◆ Directions ◆
Tally the lines in the entries where the string "name" appears, and write only the total.

◆ Records to process ◆
::::::::
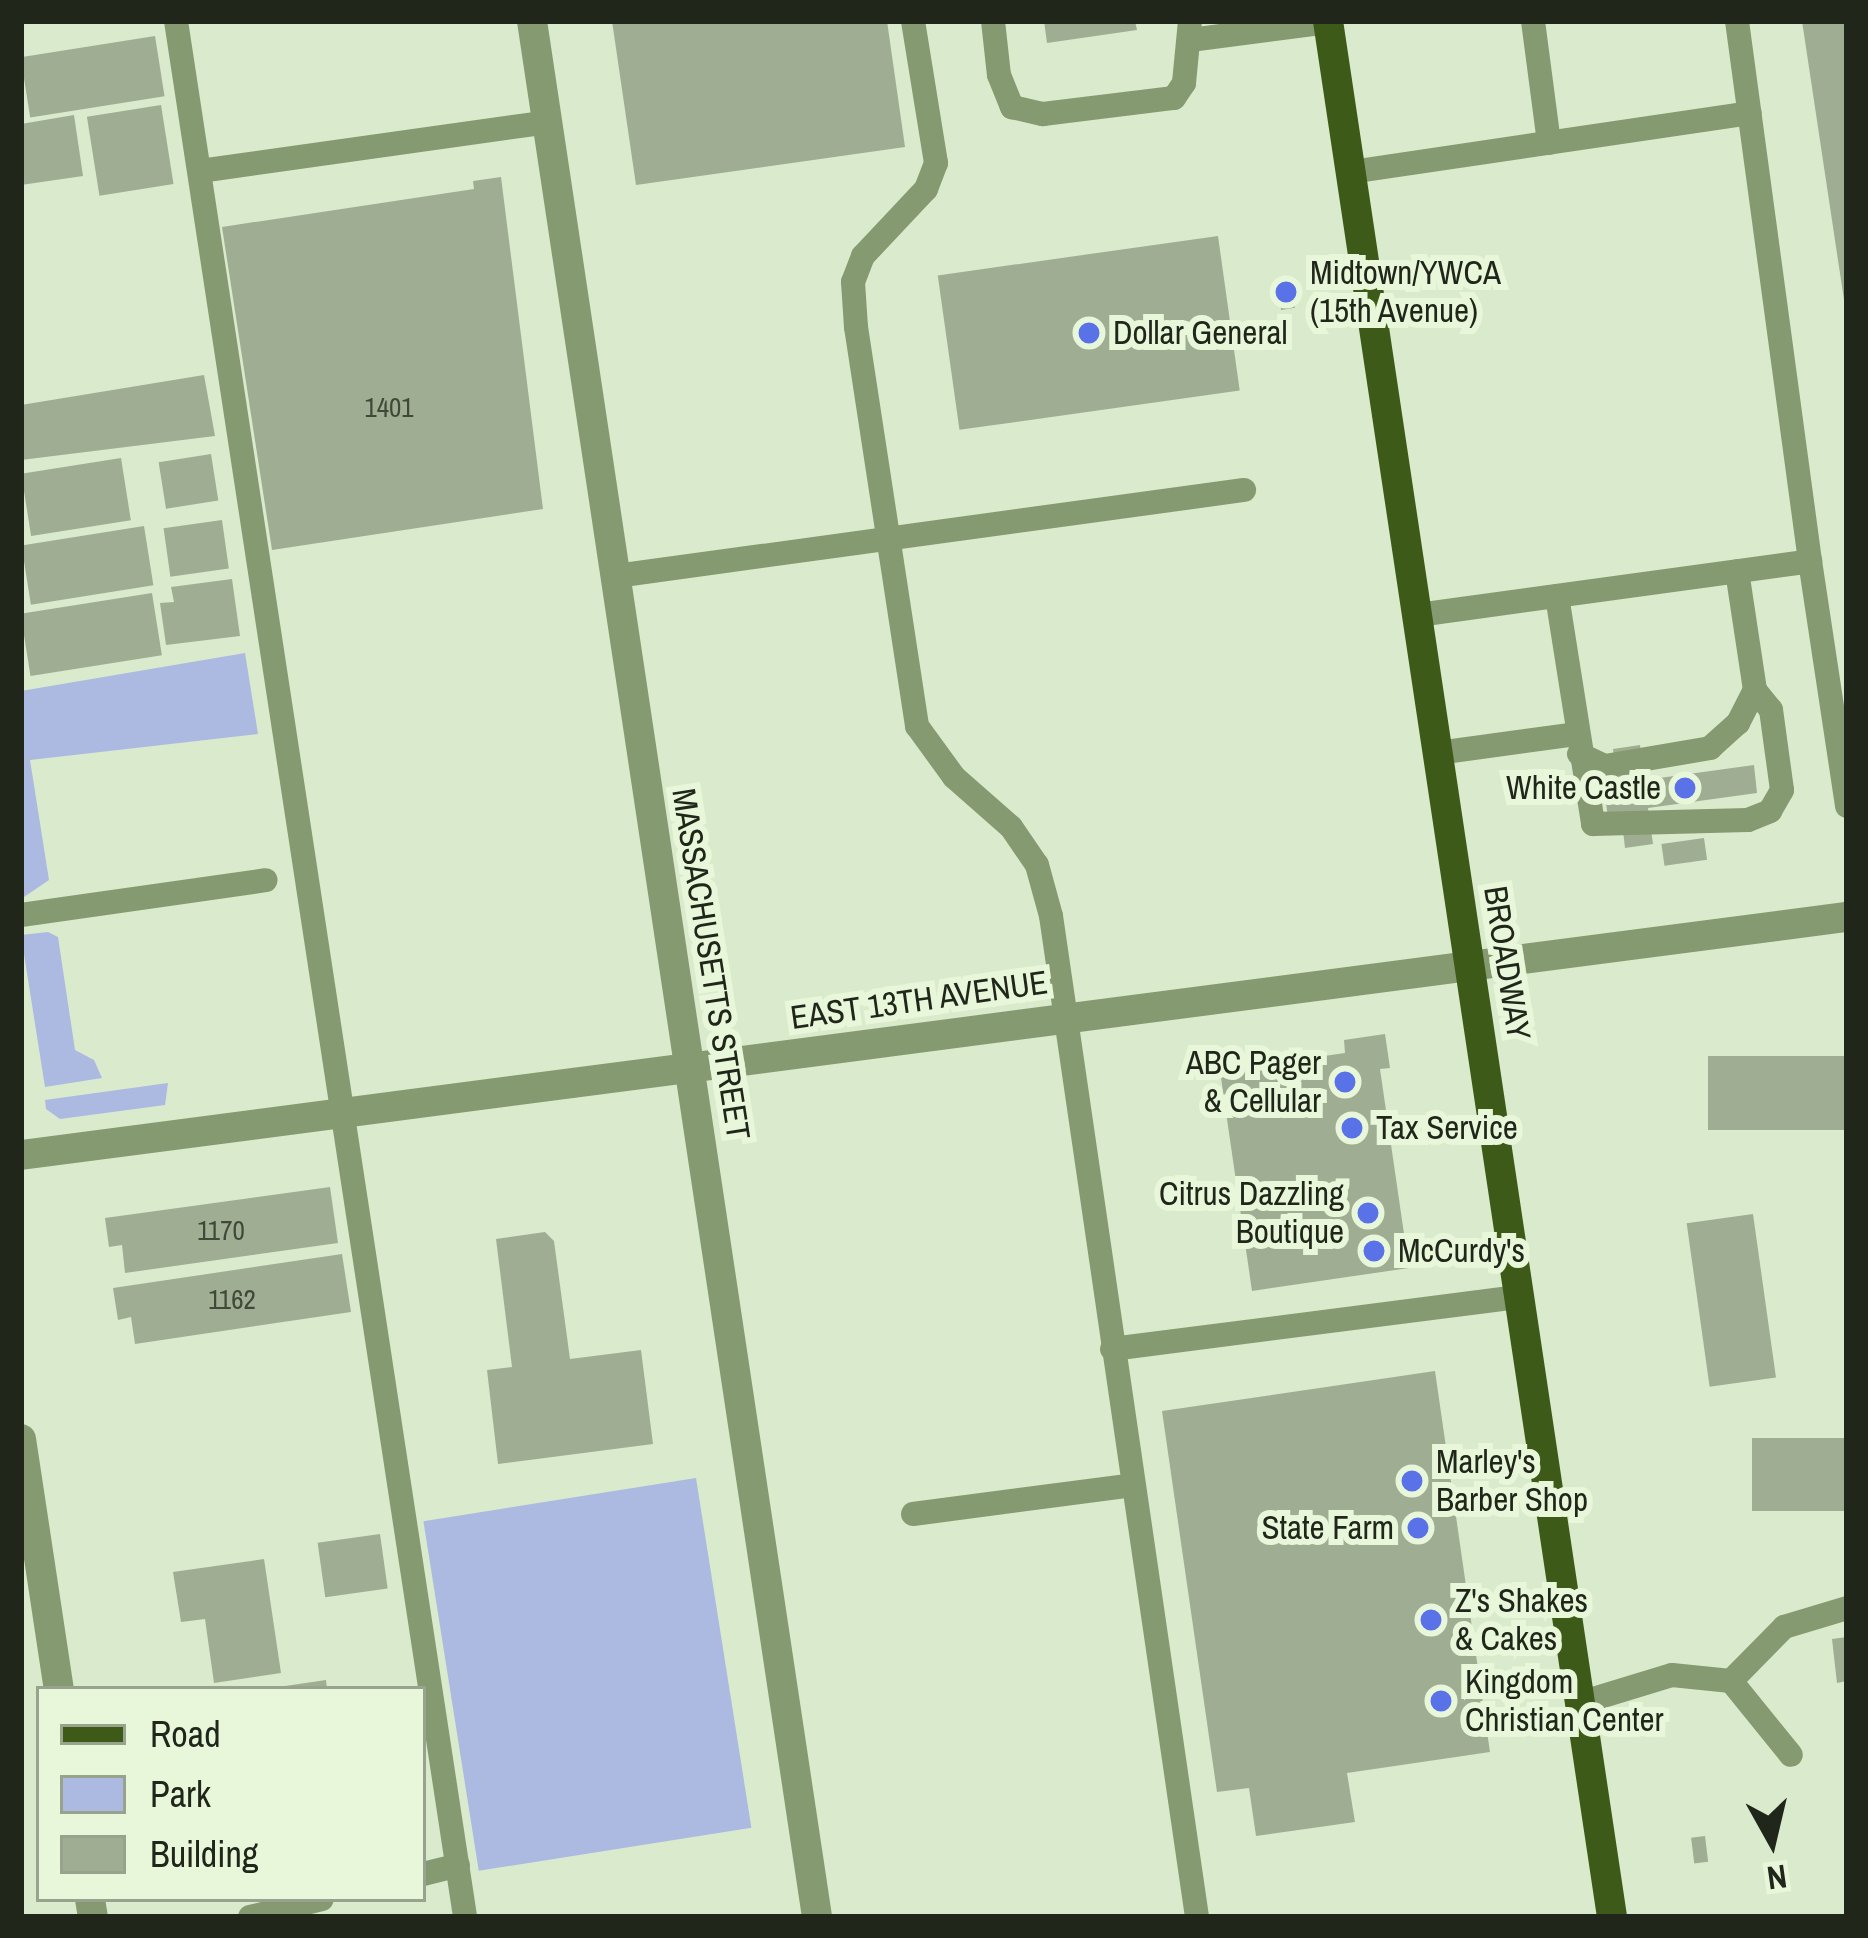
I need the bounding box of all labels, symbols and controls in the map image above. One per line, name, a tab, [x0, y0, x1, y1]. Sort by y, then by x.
::::::::
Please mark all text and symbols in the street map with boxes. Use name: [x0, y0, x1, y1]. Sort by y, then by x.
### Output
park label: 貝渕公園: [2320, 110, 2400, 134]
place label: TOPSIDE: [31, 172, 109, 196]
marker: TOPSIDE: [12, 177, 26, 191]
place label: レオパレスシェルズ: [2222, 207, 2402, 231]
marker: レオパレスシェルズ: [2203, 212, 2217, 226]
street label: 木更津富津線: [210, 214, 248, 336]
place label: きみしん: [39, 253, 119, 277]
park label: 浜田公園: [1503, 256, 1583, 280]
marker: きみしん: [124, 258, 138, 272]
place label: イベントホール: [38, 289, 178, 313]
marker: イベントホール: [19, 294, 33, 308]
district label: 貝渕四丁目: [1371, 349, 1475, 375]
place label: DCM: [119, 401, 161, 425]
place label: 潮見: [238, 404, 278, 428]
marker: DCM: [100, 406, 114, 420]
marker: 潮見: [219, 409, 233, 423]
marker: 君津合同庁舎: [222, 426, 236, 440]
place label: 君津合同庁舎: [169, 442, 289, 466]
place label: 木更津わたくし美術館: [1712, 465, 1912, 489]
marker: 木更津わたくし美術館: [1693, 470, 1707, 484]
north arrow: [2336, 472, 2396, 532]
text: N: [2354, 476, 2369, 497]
::::::::
◆ Final answer ◆
2